Introduction

This post provides a detailed proof that the Partition problem is NP-complete by reducing from 3-SAT. The reduction encodes variable assignments and clause satisfaction using numbers and subset sums, demonstrating how logical constraints can be represented arithmetically.

Problem Definitions

Partition Problem

Input: A set of integers A = {a₁, a₂, …, a_n}

Output: YES if A can be partitioned into two subsets S₁ and S₂ such that:

  • S₁ ∪ S₂ = A
  • S₁ ∩ S₂ = ∅
  • {a ∈ S₁} a = ∑{a ∈ S₂} a

NO otherwise.

3-SAT Problem

Input: A Boolean formula φ in 3-CNF with:

  • Variables: x₁, x₂, …, x_n
  • Clauses: C₁, C₂, …, C_m, each with exactly 3 literals

Output: YES if φ is satisfiable, NO otherwise.
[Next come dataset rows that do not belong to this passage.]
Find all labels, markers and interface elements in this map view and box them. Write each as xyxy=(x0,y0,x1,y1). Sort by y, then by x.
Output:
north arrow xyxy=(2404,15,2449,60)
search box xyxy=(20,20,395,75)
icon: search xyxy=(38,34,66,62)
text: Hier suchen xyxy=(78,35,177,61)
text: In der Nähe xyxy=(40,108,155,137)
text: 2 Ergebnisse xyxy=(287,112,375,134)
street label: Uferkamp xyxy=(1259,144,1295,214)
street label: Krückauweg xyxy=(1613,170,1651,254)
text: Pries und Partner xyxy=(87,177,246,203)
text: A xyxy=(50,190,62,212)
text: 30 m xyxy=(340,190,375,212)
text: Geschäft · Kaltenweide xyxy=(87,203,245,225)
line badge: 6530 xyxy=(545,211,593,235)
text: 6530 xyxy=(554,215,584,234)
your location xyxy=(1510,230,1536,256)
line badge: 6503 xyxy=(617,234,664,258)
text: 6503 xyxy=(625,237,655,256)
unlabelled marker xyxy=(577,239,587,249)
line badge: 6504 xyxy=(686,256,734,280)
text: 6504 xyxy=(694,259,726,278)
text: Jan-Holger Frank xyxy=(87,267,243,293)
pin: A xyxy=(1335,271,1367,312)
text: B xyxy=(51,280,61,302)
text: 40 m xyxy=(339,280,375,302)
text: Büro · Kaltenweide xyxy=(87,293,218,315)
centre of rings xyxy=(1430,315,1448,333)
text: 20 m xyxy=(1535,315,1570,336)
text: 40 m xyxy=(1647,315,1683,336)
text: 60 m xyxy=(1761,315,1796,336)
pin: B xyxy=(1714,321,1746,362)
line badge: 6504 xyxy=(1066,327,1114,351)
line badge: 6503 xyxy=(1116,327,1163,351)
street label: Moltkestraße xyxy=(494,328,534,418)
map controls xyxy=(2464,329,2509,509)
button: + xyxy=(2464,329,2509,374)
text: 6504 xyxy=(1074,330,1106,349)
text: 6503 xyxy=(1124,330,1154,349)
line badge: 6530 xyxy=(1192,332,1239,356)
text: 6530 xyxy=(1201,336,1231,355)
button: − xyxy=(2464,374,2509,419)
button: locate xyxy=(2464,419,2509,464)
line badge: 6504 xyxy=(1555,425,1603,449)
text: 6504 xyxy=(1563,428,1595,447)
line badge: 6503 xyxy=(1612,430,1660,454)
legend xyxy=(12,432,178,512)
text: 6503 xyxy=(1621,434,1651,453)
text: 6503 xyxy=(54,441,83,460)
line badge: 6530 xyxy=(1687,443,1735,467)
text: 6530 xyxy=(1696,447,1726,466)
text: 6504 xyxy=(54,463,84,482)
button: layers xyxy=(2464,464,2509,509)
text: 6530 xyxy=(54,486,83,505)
1. NP-Completeness Proof of Partition: Solution Validation

Partition ∈ NP

Verification Algorithm: Given a candidate solution (partition S₁, S₂):

  1. Check that S₁ ∪ S₂ = A: O(n) time
  2. Check that S₁ ∩ S₂ = ∅: O(n) time
  3. Compute sum₁ = ∑_{a ∈ S₁} a: O(n) time
  4. Compute sum₂ = ∑_{a ∈ S₂} a: O(n) time
  5. Check if sum₁ = sum₂: O(1) time

Total Time: O(n), which is polynomial in input size.

Conclusion: Partition ∈ NP.

2. Reduce 3-SAT to Partition

Key Insight: Use base representation to encode variable assignments and clause satisfaction using numbers. The partition requirement (equal sums) enforces that all variables are assigned and all clauses are satisfied.

Hint: Think of numbers as having multiple “digits” - some digits encode variable assignments (ensuring exactly one per variable), others encode clause satisfaction (ensuring at least one literal per clause). Slack numbers provide flexibility to achieve the target sum.

2.1 Input Conversion

Given a 3-SAT instance with n variables and m clauses, we construct a Partition instance.

Key Idea: Use base representation to encode variable assignments and clause satisfaction.

Construction:

Step 1: Create Variable Numbers

  • For each variable xᵢ, create two numbers:
    • vᵢ: Represents xᵢ = TRUE
    • v’ᵢ: Represents xᵢ = FALSE
  • Each number has n + m digits (base representation)
  • Variable digits: positions 1 through n
  • Clause digits: positions n+1 through n+m

Step 2: Encode Variable Assignments

  • For variable xᵢ:
    • vᵢ has digit i = 1, all other variable digits = 0
    • v’ᵢ has digit i = 1, all other variable digits = 0
  • This ensures exactly one of vᵢ or v’ᵢ is chosen (representing TRUE or FALSE)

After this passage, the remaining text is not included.